From the listing below, output only the lines starting at the line that has "-19,-90 -98,-38 77,-199" and ending at the line that has "M1504,235l9,33 -34,10 -9,-33z", exactly as they appear, ends included.

Data excerpts below:

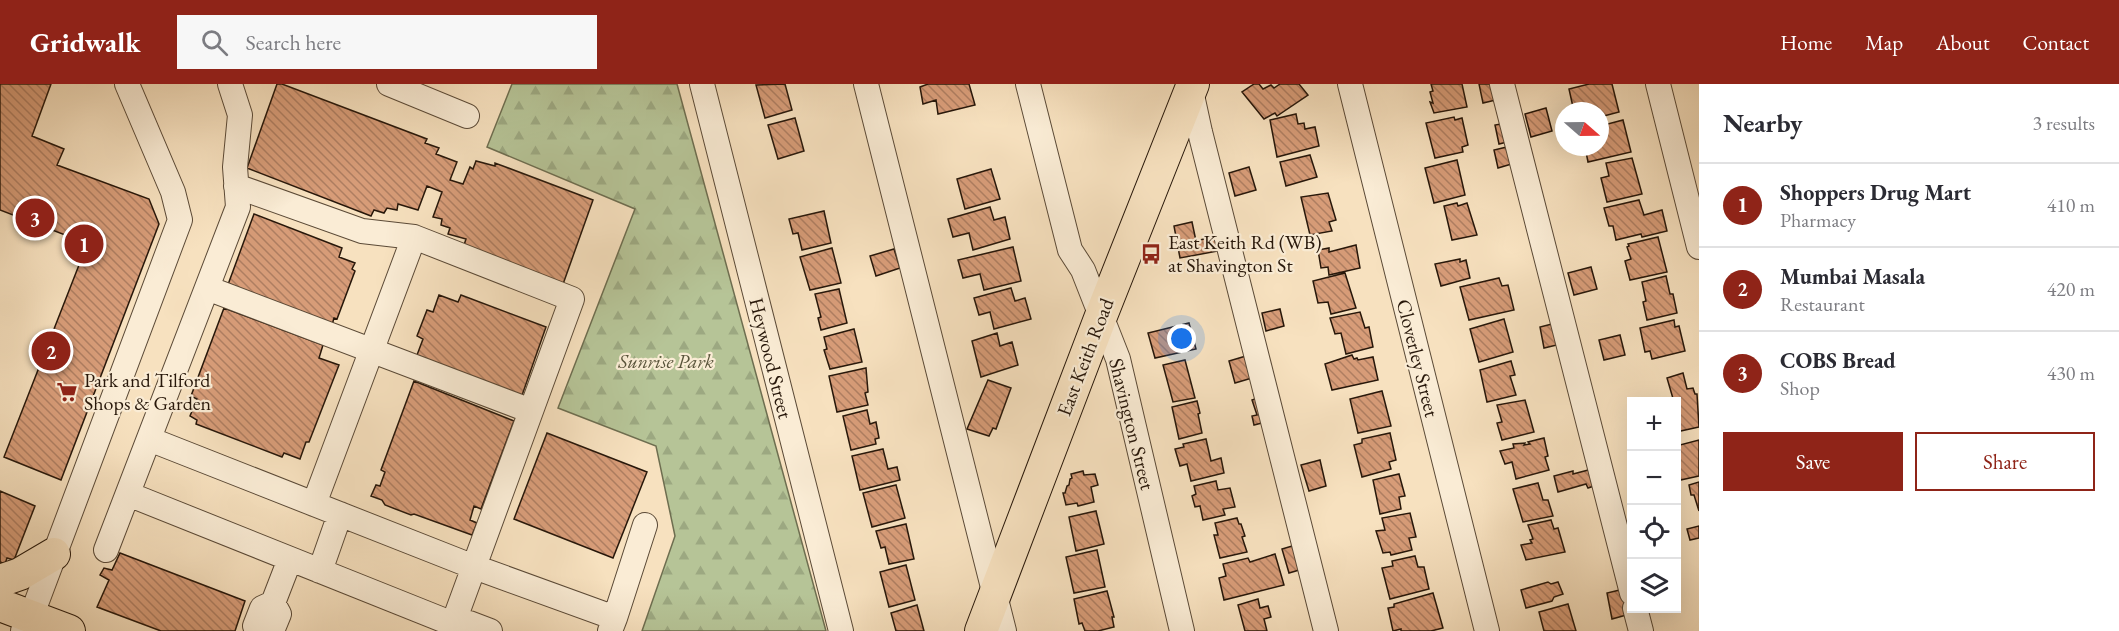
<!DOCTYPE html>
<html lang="en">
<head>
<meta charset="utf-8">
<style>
  :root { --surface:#fff; --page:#f7f7f7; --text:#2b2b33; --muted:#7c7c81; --line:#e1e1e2; --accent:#8f2418 }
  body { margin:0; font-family:"EB Garamond",serif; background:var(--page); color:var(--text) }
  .controls { position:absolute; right:18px; bottom:18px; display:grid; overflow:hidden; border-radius:0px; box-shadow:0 6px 24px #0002 }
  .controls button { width:54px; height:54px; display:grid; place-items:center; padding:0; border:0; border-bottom:2px solid var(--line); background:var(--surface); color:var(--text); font:30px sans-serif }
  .compass { position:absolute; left:1555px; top:18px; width:54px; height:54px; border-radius:50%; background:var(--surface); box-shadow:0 6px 24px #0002; rotate:110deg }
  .you { position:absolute; left:1182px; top:255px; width:21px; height:21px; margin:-15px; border:4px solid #fff; border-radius:50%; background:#1a73e8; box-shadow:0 0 0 9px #1a73e833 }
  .badge { display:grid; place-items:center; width:39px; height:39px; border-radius:50%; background:var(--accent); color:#fff; font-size:20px; font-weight:700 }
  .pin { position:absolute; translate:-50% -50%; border:3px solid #fff; box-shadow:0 2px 6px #0006 }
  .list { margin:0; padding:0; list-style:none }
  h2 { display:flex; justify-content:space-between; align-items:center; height:78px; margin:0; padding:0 24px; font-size:26px }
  h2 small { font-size:20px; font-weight:400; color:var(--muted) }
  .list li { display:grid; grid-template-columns:39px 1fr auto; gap:18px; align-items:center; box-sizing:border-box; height:84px; padding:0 24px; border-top:2px solid var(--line) }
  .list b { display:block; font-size:22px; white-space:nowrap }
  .list p { margin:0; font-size:20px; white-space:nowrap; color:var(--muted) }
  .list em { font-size:20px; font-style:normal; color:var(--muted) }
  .actions { display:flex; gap:12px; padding:18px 24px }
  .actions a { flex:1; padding:14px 0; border:2px solid var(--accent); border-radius:0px; text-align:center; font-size:21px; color:var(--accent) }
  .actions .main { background:var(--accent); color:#fff }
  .icon { flex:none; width:33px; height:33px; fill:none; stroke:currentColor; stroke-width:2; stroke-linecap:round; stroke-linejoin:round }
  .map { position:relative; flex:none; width:1699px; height:547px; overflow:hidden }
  header { display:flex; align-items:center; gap:36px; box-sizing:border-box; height:84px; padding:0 30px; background:var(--accent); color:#fff }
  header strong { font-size:28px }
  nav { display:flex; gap:33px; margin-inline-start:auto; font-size:21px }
  .search { width:420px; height:54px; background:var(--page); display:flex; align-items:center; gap:15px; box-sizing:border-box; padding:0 21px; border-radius:0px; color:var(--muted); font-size:22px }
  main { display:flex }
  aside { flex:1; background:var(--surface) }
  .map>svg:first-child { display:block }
  .forest { fill:url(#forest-firs); stroke:#6e6e50; stroke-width:1.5 }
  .building { fill:url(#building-back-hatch); stroke:#27170a; stroke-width:1.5 }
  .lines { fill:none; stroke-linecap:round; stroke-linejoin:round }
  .minor-casing { stroke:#5b4a37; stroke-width:26 }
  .major-casing { stroke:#27170a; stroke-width:34 }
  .minor { stroke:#faecd5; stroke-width:24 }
  .major { stroke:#f7e1bf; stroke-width:32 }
  .labels { text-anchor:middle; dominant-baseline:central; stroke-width:4.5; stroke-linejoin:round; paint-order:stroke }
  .poi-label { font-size:20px; fill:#27170a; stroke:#faecd5; text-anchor:start }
  .street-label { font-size:20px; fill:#27170a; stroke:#faecd5 }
  .park-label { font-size:20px; font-style:italic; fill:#59543b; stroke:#faecd5 }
</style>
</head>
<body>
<header>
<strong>Gridwalk</strong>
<div class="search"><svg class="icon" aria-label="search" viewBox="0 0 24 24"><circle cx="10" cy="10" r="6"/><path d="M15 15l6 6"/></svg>Search here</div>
<nav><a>Home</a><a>Map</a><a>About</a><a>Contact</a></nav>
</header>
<main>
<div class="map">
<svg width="1699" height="547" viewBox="0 0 1699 547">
  <defs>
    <pattern id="forest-firs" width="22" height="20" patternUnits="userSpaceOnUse" patternTransform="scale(1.5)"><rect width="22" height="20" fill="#b6c497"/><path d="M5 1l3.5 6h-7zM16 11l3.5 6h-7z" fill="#9ca881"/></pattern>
    <pattern id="building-back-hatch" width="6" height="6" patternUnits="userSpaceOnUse" patternTransform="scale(1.5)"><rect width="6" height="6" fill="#d79c78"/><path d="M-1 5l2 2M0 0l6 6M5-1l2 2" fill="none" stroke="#ae7e61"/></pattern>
  </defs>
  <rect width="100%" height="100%" fill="#f7e1bf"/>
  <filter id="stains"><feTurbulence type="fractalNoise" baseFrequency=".00333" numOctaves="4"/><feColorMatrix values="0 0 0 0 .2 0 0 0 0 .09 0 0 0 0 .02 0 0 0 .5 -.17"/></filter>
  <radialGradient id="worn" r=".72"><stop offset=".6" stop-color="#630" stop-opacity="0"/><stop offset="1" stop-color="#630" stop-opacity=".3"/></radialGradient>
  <path class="forest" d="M512,0h165l149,547h-184l33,-95 -19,-90 -98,-38 77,-199 -148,-62z"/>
  <path class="building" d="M0,0h51l-19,52 32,13 -7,16 92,34 10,25 -98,256 -57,-23 75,-192 -11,-29 -68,-26z
    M277,0h5l145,55 -2,4 14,5 -3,6 21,8 -7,18 13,4 7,-17 3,2 3,-8 19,5v-3l98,37 -31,87 -100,-36 4,-12 -18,-5 2,-6 -9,-3 1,-6 -9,-2 9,-25 -15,-6 -9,24 -20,-6 -1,6 -10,-2 -3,5 -10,-3 -3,6 -124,-48z
    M785,0l7,26 -27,8 -9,-33z
    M928,0h41l6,21 -37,9 -2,-14 -13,4 -3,-17z
    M1254,0h5l4,5 8,-4 3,3 6,-4h19l9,11 -31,21 -2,-3 -11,6 -22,-27z
    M1431,0h31l5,23 -33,6 -4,-11 3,1 -3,-11 3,-1z
    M1479,0h18l3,15 -17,4z
    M1589,0h23l7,28 -19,5v-6h-12l-2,-7 -13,3 -4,-18z
    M1546,24l6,23 -21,6 -6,-23z
    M1296,30l2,10 6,-1 1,6 10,-2 4,19 -42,11 -7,-37z
    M1454,33l1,3 7,-2 6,27 -6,2 1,5 -28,6 -9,-35z
    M795,34l9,33 -26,8 -10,-34z
    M1623,36l8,32 -43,10 -3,-15h15v-21z
    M1506,39l5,18 -12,3 -4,-19z
    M1511,62l4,17 -17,5 -4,-18z
    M1310,71l7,22 -31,9 -6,-24z
    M1632,74l10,36 -35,8 -6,-24 8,-2 -3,-13z
    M1457,76l8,35 -31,8 -9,-35z
    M1249,83l7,23 -21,6 -6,-23z
    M991,85l9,30 -35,10 -8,-30z
    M1328,109l8,27 -7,2 3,9 -22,4 -9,-38z
    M1639,116l5,15 18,-5 5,21 -25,6 -1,-3 -25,6 -3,-14h-4l-5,-18z
    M1457,119l1,3 9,-3 10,32 -25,5 -8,-34z
    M990,123l4,13 11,-3 5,22 -37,11 -4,-17 -16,4 -5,-18z
    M824,127l7,32 -29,7 -4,-17 -5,1 -4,-15z
    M254,130l88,34 -3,9 16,6 -3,6 3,2 -18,48 -3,-1 -2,7 -106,-35z
    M1192,138l4,19 20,-5 2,15 -38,7 -6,-32z
    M1658,153l9,35 -37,8 -5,-19 6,-2 -4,-12 2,-1 -1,-2z
    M1356,161l4,23 -31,7 -1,-8 -7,1 -3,-18 11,-2v4z
    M1013,163l8,34 -37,9 -4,-16 -17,4 -5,-18z
    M832,164l9,35 -31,7 -10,-33z
    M894,165l6,19 -24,8 -6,-20z
    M1460,175v3l6,-2 4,18 -29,8 -6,-22z
    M1591,183l6,22 -23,6 -6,-22z
    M1345,189l11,35 -25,6 -3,-12 -10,1 -5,-22z
    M1666,192l4,18h3l4,19 -30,7 -4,-18 3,-1 -4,-19z
    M1499,194l3,8 6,-1 6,25 -45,10 -9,-33z
    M1011,204l4,13 10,-3 6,21 -37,10 -4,-17 -11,3 -5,-17z
    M839,205l8,34 -26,7 -3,-12 3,-1 -6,-23z
    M439,211l19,7 3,-7 85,32 -26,74 -103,-46 6,-16 -6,-3 10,-26 6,2z
    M224,224l99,37 -4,13 20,7 -30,77h-3l-6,17 -16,-6 -2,4 -86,-33 1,-4 -7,-4 7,-17 -6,-3z
    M1280,225l4,17 -18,5 -4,-18z
    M1360,228l5,16 4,-1 4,20 -27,7 -5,-21 -6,1 -5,-16z
    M1504,235l9,33 -34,10 -9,-33z
    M1674,236l1,7 4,-1 6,25 -33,8 -2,-8 -5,1 -5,-24z
    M1189,239l7,26 -41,9 -7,-25z
    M1556,239l5,21 -17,4 -4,-21z
    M854,245l8,33 -32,7 -6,-19 3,-1 -3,-12z
    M997,249l3,13 12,-4 6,23 -37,12 -9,-36z
    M1620,251l5,20 -21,5 -5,-20z
    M1352,271l2,4 3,-1 1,2 15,-3 5,23 -46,10 -7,-26z
    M1246,272l6,22 -17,5 -6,-22z
    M1185,276l10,38 -22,4 -10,-37z
    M1511,277l4,14 -5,1 6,19 -29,7 -7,-32z
    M866,284l2,24 -3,1 3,12 -31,7 -8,-36z
    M1683,289l4,16 6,-1 2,6h2l2,33 -23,5v-30h-2l-7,-24z
    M988,296l23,8 -15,41 -3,-1 -4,8 -22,-7z
    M414,297l100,40 -33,88 -7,-3 -4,14 7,3 -5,12 -58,-21 -3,1 -26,-10 -3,-5 -11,-4 5,-11 4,1 5,-14 -4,-2z
    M1382,307l9,35 -33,7 -8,-34z
    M1264,312l2,26 -12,3 -2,-9 5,-1 -5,-15z
    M1525,316l9,32 -32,8 -5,-17 5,-1 -5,-17z
    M1197,317l3,12 -2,1 4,19 -23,6 -7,-32z
    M867,326l3,14 6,-2 3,16 -4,1 1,5 -25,6 -8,-34z
    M547,349l100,39 -34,86 -99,-39z
    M1390,349l6,27 -7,2 2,7 -29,8 -8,-32 8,-2v-4z
    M1544,354l4,18 -3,1 4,13 -33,9 -4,-17 -7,2 -5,-13 14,-3 -1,-4 12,-1 -1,2 6,-1 -2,-2z
    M1206,355l5,22 10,-3 3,15 -33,8 -4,-17 -7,2 -5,-17 9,-2 -1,-3z
    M1699,356v36l-23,5v-35z
    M883,365l5,20 9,-2 3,13 -40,10 -8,-34z
    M1320,376l6,26 -17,5 -8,-26z
    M1596,384l4,16 -12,4 -2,-4 -28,8 -4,-16 19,-5v3z
    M1083,387l1,4 11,-1 3,11 -7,2 3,15 -16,4 -1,-3 -11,2 -3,-12h2l2,-7 2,-1 1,-6 2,-1 -1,-4z
    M1399,390l6,22 -6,1 2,12 -21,5 -7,-34z
    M1216,397l2,9 12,-2 5,19 -12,2 2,6 -22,5 -3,-14 -5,1 -3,-11 4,-2 -2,-8z
    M1699,398v29l-5,-16h-3l-2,-10z
    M1538,399l5,17h5l5,16 -30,6 -10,-33z
    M896,401l9,33 -33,9 -9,-34z
    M0,407l35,15 -21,54 -7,-2 -2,6 -5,-2z
    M1096,427l8,33 -28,7 -7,-34z
    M1410,429l6,24 -7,1 3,12 -21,5 -1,-3 -7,1 -7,-22 9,-1 -3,-12z
    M1237,434l2,6h2l4,12 -3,1 5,15 -27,6 -6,-23h4l-3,-12z
    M1551,436l3,9 4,-1 7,24 -39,8 -5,-15 11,-2 -2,-3 3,-1 -5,-14z
    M906,440l8,35 -25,5 -4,-17 -4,1 -5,-17z
    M1699,442v12l-9,2 -3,-11z
    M1299,460l7,24 -17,5 -7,-24z
    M1097,466l8,37 -31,6 -8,-36z
    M120,469l125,48 -10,30h-74l-64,-24 12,-27 -9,-5 4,-7 8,2z
    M1275,470l9,31 -60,15 -5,-22 7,-2 -3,-12 25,-6 2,4z
    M1415,472l3,11h6l5,22 -39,10 -8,-31 11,-2 -1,-5z
    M906,481l9,35 -26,7 -9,-35z
    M1548,498l3,2 7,-2 5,12 -9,3 -2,4 -26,7 -5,-18z
    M1624,505l6,25 -18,5 -5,-26z
    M1107,507l7,26h-2l2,10 -16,4h-13l-3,-8 -3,1 -5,-25z
    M1433,509l10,35 -12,3h-30v-2l-8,2 -5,-23 6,-1v-3z
    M1258,515l2,9 8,-2 3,11 -7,2 3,12h-22l-7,-26z
    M1568,520l8,27h-32l-5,-19z
    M917,521l7,26h-28l-5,-18z"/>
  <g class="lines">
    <g class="minor-casing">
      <path id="minor" d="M389,0l78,32
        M702,0l139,547
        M866,0l138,547
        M1028,0l42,166 13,20 35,89 64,272
        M1350,0l137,547
        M1502,0l130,509
        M1658,0l41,163
        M1190,2l10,46 126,499
        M236,102l126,45 52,6 158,62 -119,325
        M207,204l324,123
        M149,355l320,126 146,53 -5,13
        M128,410l325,130 16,-1 21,8
        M314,420l100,-267
        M106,466l132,-343 -3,-40 5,-52 -10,-31
        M320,487l20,-57
        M1635,524l6,23
        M615,534l30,-93
        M255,542l7,-18 11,-5 17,-44
        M23,547l8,-14 149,-397 -7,-28 -46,-108
        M272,547l7,-17 -6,-11"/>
    </g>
    <g class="major-casing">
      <path id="major" d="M0,497l20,-7 34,-20
        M0,521l69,26
        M981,547l120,-315 92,-232"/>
    </g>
    <use href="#minor" class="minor"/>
    <use href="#major" class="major"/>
  </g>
  <defs>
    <g id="bus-bare" transform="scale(1.62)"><path d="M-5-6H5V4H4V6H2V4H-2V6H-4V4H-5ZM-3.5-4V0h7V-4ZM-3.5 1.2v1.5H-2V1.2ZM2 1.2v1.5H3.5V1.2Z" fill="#8f2418" stroke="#faecd5" stroke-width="2.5" paint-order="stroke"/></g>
    <g id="supermarket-bare" transform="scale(1.62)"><path d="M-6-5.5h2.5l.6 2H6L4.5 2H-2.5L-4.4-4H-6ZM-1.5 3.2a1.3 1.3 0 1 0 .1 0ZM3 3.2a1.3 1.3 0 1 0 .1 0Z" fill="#8f2418" stroke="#faecd5" stroke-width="2.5" paint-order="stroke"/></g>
  </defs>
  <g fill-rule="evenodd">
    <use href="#bus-bare" x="1151" y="170"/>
    <use href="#supermarket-bare" x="67" y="308"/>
  </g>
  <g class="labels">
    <g class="poi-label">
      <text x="1168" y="158">East Keith Rd (WB)<tspan x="1168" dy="23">at Shavington St</tspan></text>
      <text x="84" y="296">Park and Tilford<tspan x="84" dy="23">Shops &amp; Garden</tspan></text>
    </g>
    <g class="street-label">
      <text transform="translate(1085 273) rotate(-69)">East Keith Road</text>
      <text transform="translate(771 274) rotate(76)">Heywood Street</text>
      <text transform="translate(1418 274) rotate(76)">Cloverley Street</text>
      <text transform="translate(1132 340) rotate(76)">Shavington Street</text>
    </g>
    <g class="park-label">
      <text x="666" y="277">Sunrise Park</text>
    </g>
  </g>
  <rect width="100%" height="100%" filter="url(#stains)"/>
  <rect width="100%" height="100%" fill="url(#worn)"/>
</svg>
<div class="controls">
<button>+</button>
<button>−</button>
<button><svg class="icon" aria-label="locate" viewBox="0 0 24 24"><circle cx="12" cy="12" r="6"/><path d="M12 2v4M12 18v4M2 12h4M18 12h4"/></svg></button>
<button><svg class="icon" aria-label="layers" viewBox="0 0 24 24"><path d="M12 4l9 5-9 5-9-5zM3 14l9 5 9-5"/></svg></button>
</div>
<svg class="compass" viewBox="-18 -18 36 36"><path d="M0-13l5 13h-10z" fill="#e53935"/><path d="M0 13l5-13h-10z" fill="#7c7c81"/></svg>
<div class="you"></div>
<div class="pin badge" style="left:84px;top:160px">1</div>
<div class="pin badge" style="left:51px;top:267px">2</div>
<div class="pin badge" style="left:35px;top:134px">3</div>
</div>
<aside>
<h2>Nearby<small>3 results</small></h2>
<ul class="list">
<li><span class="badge">1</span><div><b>Shoppers Drug Mart</b><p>Pharmacy</p></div><em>410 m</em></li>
<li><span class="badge">2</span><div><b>Mumbai Masala</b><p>Restaurant</p></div><em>420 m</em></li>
<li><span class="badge">3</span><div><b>COBS Bread</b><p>Shop</p></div><em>430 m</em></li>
</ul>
<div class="actions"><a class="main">Save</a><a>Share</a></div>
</aside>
</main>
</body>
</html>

End of Data excerpts.

Response area:
  <path class="forest" d="M512,0h165l149,547h-184l33,-95 -19,-90 -98,-38 77,-199 -148,-62z"/>
  <path class="building" d="M0,0h51l-19,52 32,13 -7,16 92,34 10,25 -98,256 -57,-23 75,-192 -11,-29 -68,-26z
    M277,0h5l145,55 -2,4 14,5 -3,6 21,8 -7,18 13,4 7,-17 3,2 3,-8 19,5v-3l98,37 -31,87 -100,-36 4,-12 -18,-5 2,-6 -9,-3 1,-6 -9,-2 9,-25 -15,-6 -9,24 -20,-6 -1,6 -10,-2 -3,5 -10,-3 -3,6 -124,-48z
    M785,0l7,26 -27,8 -9,-33z
    M928,0h41l6,21 -37,9 -2,-14 -13,4 -3,-17z
    M1254,0h5l4,5 8,-4 3,3 6,-4h19l9,11 -31,21 -2,-3 -11,6 -22,-27z
    M1431,0h31l5,23 -33,6 -4,-11 3,1 -3,-11 3,-1z
    M1479,0h18l3,15 -17,4z
    M1589,0h23l7,28 -19,5v-6h-12l-2,-7 -13,3 -4,-18z
    M1546,24l6,23 -21,6 -6,-23z
    M1296,30l2,10 6,-1 1,6 10,-2 4,19 -42,11 -7,-37z
    M1454,33l1,3 7,-2 6,27 -6,2 1,5 -28,6 -9,-35z
    M795,34l9,33 -26,8 -10,-34z
    M1623,36l8,32 -43,10 -3,-15h15v-21z
    M1506,39l5,18 -12,3 -4,-19z
    M1511,62l4,17 -17,5 -4,-18z
    M1310,71l7,22 -31,9 -6,-24z
    M1632,74l10,36 -35,8 -6,-24 8,-2 -3,-13z
    M1457,76l8,35 -31,8 -9,-35z
    M1249,83l7,23 -21,6 -6,-23z
    M991,85l9,30 -35,10 -8,-30z
    M1328,109l8,27 -7,2 3,9 -22,4 -9,-38z
    M1639,116l5,15 18,-5 5,21 -25,6 -1,-3 -25,6 -3,-14h-4l-5,-18z
    M1457,119l1,3 9,-3 10,32 -25,5 -8,-34z
    M990,123l4,13 11,-3 5,22 -37,11 -4,-17 -16,4 -5,-18z
    M824,127l7,32 -29,7 -4,-17 -5,1 -4,-15z
    M254,130l88,34 -3,9 16,6 -3,6 3,2 -18,48 -3,-1 -2,7 -106,-35z
    M1192,138l4,19 20,-5 2,15 -38,7 -6,-32z
    M1658,153l9,35 -37,8 -5,-19 6,-2 -4,-12 2,-1 -1,-2z
    M1356,161l4,23 -31,7 -1,-8 -7,1 -3,-18 11,-2v4z
    M1013,163l8,34 -37,9 -4,-16 -17,4 -5,-18z
    M832,164l9,35 -31,7 -10,-33z
    M894,165l6,19 -24,8 -6,-20z
    M1460,175v3l6,-2 4,18 -29,8 -6,-22z
    M1591,183l6,22 -23,6 -6,-22z
    M1345,189l11,35 -25,6 -3,-12 -10,1 -5,-22z
    M1666,192l4,18h3l4,19 -30,7 -4,-18 3,-1 -4,-19z
    M1499,194l3,8 6,-1 6,25 -45,10 -9,-33z
    M1011,204l4,13 10,-3 6,21 -37,10 -4,-17 -11,3 -5,-17z
    M839,205l8,34 -26,7 -3,-12 3,-1 -6,-23z
    M439,211l19,7 3,-7 85,32 -26,74 -103,-46 6,-16 -6,-3 10,-26 6,2z
    M224,224l99,37 -4,13 20,7 -30,77h-3l-6,17 -16,-6 -2,4 -86,-33 1,-4 -7,-4 7,-17 -6,-3z
    M1280,225l4,17 -18,5 -4,-18z
    M1360,228l5,16 4,-1 4,20 -27,7 -5,-21 -6,1 -5,-16z
    M1504,235l9,33 -34,10 -9,-33z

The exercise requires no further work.